▸ EXERCISE DESCRIPTION: A picture-free, exact transcript of the entries below is required.

[[ RECORDS FOR THIS TASK, beginning ]]

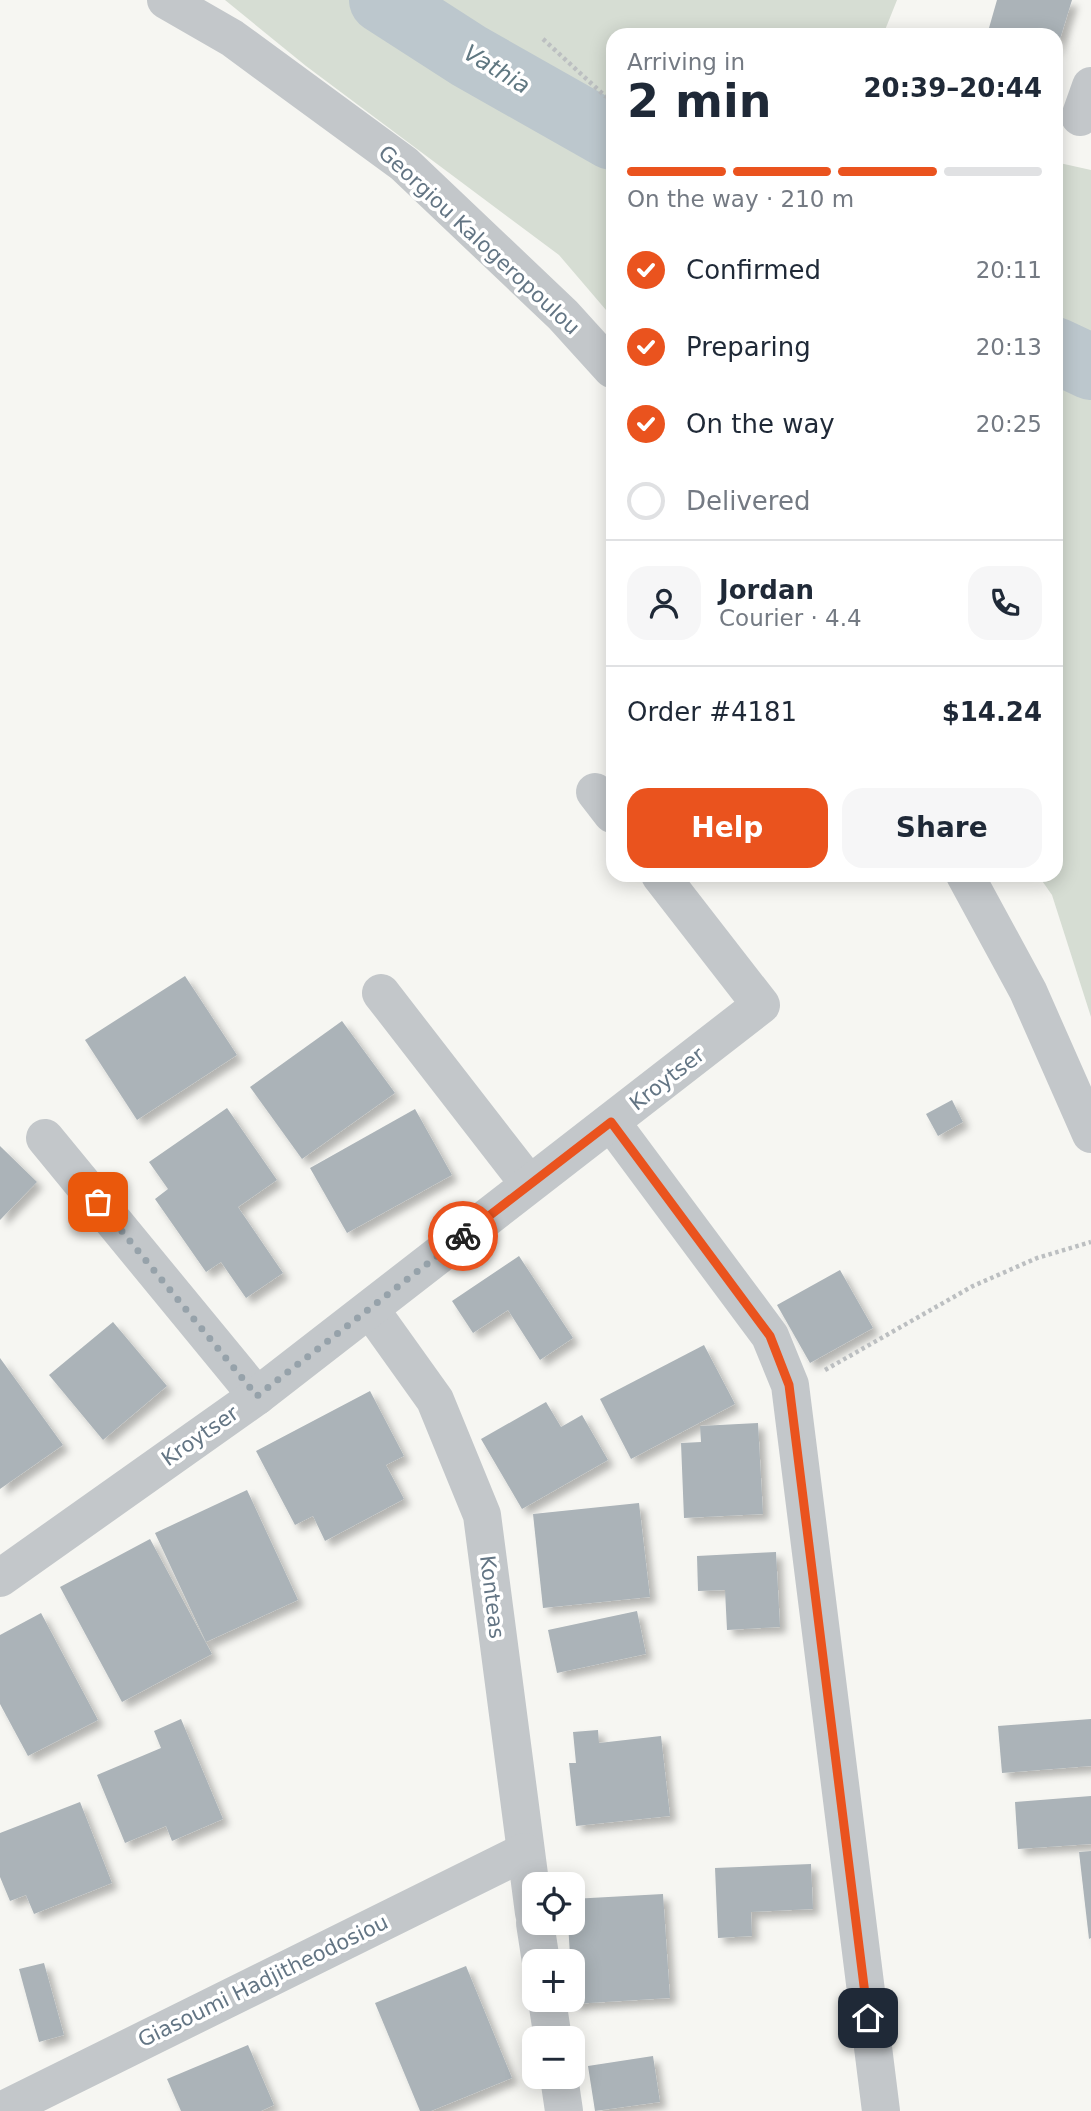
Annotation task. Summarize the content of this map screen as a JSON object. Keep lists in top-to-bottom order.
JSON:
{
  "streets": {
    "street": [
      "Georgiou Kalogeropoulou",
      "Kroytser",
      "Konteas",
      "Giasoumi Hadjitheodosiou"
    ]
  },
  "crossings": [
    ["Kroytser", "Konteas"],
    ["Konteas", "Giasoumi Hadjitheodosiou"]
  ],
  "water": ["Vathia"],
  "page": {
    "heading": ["2 min", "Arriving in", "20:39–20:44"],
    "panel": [
      "Jordan",
      "Courier · 4.4",
      "Order #4181",
      "$14.24"
    ],
    "bar": "On the way · 210 m",
    "list": [
      ["Confirmed", "20:11"],
      ["Preparing", "20:13"],
      ["On the way", "20:25"],
      "Delivered"
    ],
    "buttons": ["Help", "Share"],
    "map_buttons": ["+", "−"]
  }
}
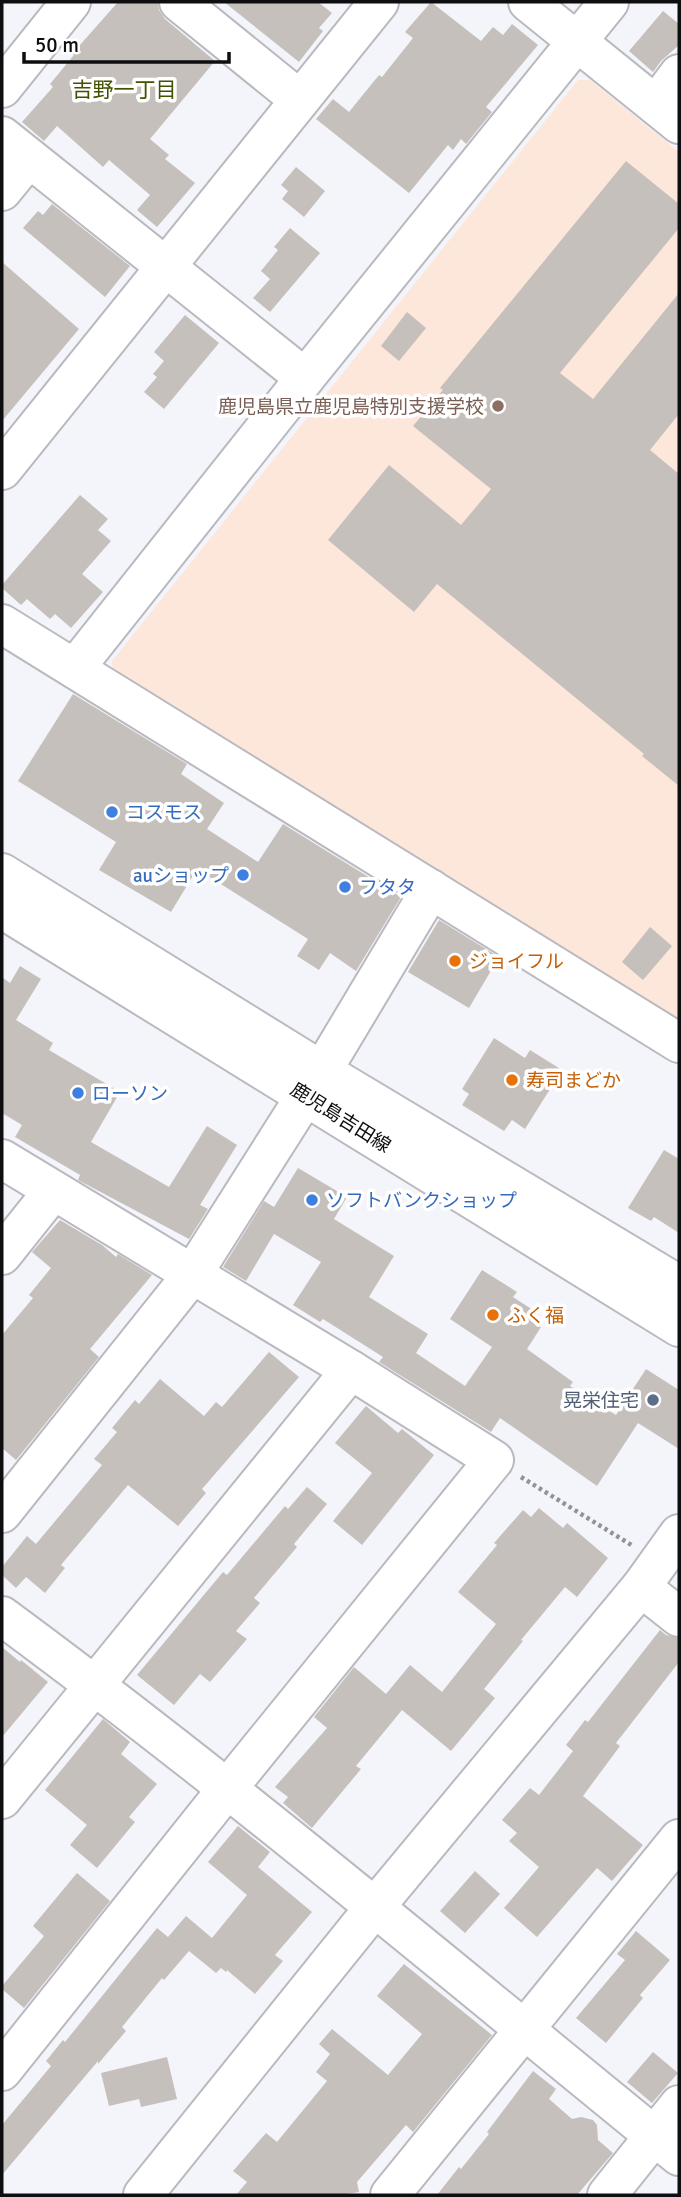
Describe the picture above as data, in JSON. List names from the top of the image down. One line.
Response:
{"streets":{"street":["鹿児島吉田線"]},"districts":["吉野一丁目"],"places":["鹿児島県立鹿児島特別支援学校","コスモス","auショップ","フタタ","ジョイフル","寿司まどか","ローソン","ソフトバンクショップ","ふく福","晃栄住宅"],"scale_bar":"50 m"}
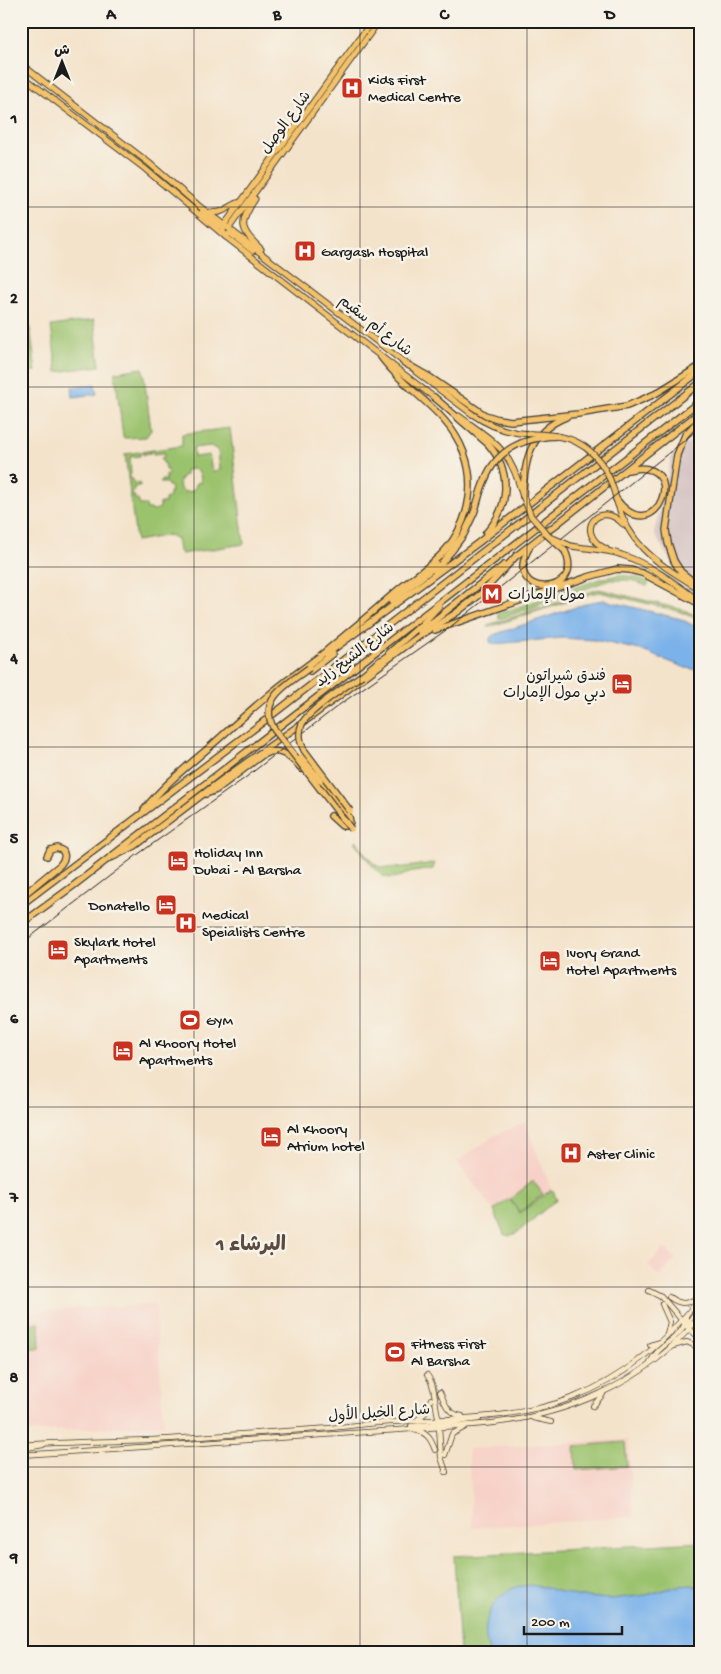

[[ RECORDS FOR THIS TASK, end ]]

▸ WORKED SOLUTION:
Annotation task. Summarize the content of this map screen as a JSON object. Keep lists in top-to-bottom order.
JSON:
{
  "streets": {
    "street": [
      "Georgiou Kalogeropoulou",
      "Kroytser",
      "Konteas",
      "Giasoumi Hadjitheodosiou"
    ]
  },
  "crossings": [
    ["Kroytser", "Konteas"],
    ["Konteas", "Giasoumi Hadjitheodosiou"]
  ],
  "water": ["Vathia"],
  "page": {
    "heading": ["2 min", "Arriving in", "20:39–20:44"],
    "panel": [
      "Jordan",
      "Courier · 4.4",
      "Order #4181",
      "$14.24"
    ],
    "bar": "On the way · 210 m",
    "list": [
      ["Confirmed", "20:11"],
      ["Preparing", "20:13"],
      ["On the way", "20:25"],
      "Delivered"
    ],
    "buttons": ["Help", "Share"],
    "map_buttons": ["+", "−"]
  }
}
Describe the picture above as data, in JSON. List names from the top of the image down. One line.
Response:
{"streets":{"street":["鹿児島吉田線"]},"districts":["吉野一丁目"],"places":["鹿児島県立鹿児島特別支援学校","コスモス","auショップ","フタタ","ジョイフル","寿司まどか","ローソン","ソフトバンクショップ","ふく福","晃栄住宅"],"scale_bar":"50 m"}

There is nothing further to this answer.